[Recorded data — start]
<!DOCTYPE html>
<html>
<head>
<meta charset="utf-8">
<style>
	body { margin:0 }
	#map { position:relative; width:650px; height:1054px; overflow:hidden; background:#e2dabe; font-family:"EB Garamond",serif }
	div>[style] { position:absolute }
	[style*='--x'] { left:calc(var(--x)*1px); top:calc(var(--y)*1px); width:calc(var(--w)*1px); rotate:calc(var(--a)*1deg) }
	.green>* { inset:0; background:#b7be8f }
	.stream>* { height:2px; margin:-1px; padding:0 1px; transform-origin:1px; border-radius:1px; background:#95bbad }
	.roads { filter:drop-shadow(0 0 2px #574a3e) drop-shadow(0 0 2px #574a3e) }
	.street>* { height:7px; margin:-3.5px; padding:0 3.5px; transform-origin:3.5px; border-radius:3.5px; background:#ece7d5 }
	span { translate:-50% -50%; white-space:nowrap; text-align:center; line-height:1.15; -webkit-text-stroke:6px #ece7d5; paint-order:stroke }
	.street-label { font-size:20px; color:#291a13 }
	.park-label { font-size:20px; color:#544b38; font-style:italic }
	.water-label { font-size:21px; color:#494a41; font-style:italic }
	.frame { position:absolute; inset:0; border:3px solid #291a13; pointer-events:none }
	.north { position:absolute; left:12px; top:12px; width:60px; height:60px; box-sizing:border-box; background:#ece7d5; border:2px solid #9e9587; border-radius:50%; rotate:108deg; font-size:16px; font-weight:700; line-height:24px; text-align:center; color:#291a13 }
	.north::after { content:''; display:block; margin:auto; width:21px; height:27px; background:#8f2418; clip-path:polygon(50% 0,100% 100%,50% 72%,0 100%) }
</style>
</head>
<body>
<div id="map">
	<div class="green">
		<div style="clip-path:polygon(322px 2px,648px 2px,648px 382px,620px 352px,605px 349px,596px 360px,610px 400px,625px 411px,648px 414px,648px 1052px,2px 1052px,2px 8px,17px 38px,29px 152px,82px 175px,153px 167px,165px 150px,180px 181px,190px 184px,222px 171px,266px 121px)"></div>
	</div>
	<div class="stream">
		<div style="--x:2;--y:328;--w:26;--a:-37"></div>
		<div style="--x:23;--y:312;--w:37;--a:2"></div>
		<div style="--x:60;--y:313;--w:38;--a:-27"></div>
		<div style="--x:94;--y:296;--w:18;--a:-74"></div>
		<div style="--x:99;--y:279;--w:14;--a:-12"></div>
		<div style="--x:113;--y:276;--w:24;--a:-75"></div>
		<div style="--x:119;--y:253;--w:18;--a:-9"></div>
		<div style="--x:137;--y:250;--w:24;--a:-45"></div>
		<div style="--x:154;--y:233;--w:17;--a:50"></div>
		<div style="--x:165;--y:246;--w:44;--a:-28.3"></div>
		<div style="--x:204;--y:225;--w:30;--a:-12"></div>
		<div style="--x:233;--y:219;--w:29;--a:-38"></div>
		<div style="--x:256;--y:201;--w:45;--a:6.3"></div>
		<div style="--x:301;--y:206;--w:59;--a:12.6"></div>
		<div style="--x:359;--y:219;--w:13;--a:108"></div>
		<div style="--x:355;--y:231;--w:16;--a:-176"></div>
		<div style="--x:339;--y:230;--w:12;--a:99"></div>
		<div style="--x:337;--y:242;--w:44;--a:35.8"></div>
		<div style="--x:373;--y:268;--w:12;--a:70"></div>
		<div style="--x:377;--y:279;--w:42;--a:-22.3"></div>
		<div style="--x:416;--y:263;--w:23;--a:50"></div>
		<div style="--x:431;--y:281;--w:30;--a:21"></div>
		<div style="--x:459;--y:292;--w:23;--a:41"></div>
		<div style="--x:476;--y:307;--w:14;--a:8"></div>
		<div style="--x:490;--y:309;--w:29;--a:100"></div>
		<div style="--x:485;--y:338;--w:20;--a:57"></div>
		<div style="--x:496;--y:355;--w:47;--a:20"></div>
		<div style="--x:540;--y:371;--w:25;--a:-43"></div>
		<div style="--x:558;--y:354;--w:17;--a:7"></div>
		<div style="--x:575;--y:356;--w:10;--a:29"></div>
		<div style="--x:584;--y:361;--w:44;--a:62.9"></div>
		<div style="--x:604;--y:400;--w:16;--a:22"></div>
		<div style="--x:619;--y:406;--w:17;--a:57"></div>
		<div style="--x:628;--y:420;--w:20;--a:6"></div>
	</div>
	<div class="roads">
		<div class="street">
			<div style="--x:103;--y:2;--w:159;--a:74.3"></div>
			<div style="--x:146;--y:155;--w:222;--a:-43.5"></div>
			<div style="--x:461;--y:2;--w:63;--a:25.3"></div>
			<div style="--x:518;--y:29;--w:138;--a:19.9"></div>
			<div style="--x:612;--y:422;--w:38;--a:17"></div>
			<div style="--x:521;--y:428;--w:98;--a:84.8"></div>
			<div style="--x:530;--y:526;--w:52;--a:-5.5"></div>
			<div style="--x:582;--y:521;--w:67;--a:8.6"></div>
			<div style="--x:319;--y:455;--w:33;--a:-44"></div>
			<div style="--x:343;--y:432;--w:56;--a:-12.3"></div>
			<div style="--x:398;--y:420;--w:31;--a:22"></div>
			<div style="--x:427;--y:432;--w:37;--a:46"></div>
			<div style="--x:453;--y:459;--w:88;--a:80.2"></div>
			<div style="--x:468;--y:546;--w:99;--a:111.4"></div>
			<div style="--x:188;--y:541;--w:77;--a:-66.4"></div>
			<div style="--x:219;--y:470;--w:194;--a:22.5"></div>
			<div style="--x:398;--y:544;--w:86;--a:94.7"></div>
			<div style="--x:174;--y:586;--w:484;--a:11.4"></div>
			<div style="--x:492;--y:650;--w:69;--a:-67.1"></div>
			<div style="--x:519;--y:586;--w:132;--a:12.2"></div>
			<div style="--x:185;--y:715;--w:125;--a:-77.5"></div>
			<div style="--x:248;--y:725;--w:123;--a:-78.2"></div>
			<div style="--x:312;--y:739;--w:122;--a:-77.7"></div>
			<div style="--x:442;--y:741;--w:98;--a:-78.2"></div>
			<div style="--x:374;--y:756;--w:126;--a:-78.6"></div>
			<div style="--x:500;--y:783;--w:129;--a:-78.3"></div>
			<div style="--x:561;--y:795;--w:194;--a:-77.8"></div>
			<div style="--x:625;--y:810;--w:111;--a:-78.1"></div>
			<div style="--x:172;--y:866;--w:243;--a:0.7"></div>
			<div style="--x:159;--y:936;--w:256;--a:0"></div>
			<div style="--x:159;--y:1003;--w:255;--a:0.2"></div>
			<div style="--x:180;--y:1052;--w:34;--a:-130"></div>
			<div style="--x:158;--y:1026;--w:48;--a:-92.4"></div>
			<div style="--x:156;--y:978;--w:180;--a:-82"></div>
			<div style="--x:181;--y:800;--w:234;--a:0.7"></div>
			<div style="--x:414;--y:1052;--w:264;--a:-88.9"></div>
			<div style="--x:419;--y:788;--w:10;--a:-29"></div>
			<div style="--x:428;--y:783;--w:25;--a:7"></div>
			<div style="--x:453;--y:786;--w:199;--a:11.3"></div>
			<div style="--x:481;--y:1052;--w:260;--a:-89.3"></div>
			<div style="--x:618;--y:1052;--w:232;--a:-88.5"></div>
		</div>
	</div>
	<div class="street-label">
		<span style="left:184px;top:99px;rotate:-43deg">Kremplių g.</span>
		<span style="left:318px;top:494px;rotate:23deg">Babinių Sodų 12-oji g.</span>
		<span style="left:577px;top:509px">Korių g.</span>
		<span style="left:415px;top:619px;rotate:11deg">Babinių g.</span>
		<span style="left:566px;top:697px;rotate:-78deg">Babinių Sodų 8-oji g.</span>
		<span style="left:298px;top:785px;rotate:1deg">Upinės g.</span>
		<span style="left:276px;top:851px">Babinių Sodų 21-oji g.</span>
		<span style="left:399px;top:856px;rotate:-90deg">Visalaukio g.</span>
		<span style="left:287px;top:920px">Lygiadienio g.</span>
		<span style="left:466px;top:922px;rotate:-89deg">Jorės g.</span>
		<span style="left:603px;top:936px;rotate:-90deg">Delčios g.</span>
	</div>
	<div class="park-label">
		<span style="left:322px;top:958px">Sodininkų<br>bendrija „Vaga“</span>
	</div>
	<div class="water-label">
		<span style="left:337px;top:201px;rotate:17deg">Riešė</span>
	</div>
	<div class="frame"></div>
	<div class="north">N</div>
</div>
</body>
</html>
[Recorded data — finish]
> **What this task involves**
Show all lines above containing "stream".

> **Output of the exercise**
	.stream>* { height:2px; margin:-1px; padding:0 1px; transform-origin:1px; border-radius:1px; background:#95bbad }
	<div class="stream">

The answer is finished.